### Task item
Everything in the listing below should be repeated exactly.

### Raw data
[Start of Attachment]
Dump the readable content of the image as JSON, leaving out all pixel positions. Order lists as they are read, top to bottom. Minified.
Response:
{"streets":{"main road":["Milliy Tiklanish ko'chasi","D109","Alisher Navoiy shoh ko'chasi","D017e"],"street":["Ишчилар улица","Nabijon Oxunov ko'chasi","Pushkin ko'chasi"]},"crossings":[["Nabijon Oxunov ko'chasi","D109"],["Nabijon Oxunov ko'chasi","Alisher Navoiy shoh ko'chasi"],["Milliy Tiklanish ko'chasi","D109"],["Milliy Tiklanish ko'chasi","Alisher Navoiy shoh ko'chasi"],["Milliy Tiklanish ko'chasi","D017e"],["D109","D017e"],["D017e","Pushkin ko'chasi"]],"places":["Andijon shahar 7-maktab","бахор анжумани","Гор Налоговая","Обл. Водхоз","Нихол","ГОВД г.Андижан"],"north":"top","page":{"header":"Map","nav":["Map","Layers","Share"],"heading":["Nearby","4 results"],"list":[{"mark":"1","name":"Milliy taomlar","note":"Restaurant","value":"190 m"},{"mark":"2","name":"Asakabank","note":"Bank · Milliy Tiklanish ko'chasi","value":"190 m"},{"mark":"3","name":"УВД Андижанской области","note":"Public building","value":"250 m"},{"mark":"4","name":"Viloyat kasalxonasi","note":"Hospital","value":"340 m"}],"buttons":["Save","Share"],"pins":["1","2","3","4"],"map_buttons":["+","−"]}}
[End of Attachment]
### Solution to this problem
Dump the readable content of the image as JSON, leaving out all pixel positions. Order lists as they are read, top to bottom. Minified.
Response:
{"streets":{"main road":["Milliy Tiklanish ko'chasi","D109","Alisher Navoiy shoh ko'chasi","D017e"],"street":["Ишчилар улица","Nabijon Oxunov ko'chasi","Pushkin ko'chasi"]},"crossings":[["Nabijon Oxunov ko'chasi","D109"],["Nabijon Oxunov ko'chasi","Alisher Navoiy shoh ko'chasi"],["Milliy Tiklanish ko'chasi","D109"],["Milliy Tiklanish ko'chasi","Alisher Navoiy shoh ko'chasi"],["Milliy Tiklanish ko'chasi","D017e"],["D109","D017e"],["D017e","Pushkin ko'chasi"]],"places":["Andijon shahar 7-maktab","бахор анжумани","Гор Налоговая","Обл. Водхоз","Нихол","ГОВД г.Андижан"],"north":"top","page":{"header":"Map","nav":["Map","Layers","Share"],"heading":["Nearby","4 results"],"list":[{"mark":"1","name":"Milliy taomlar","note":"Restaurant","value":"190 m"},{"mark":"2","name":"Asakabank","note":"Bank · Milliy Tiklanish ko'chasi","value":"190 m"},{"mark":"3","name":"УВД Андижанской области","note":"Public building","value":"250 m"},{"mark":"4","name":"Viloyat kasalxonasi","note":"Hospital","value":"340 m"}],"buttons":["Save","Share"],"pins":["1","2","3","4"],"map_buttons":["+","−"]}}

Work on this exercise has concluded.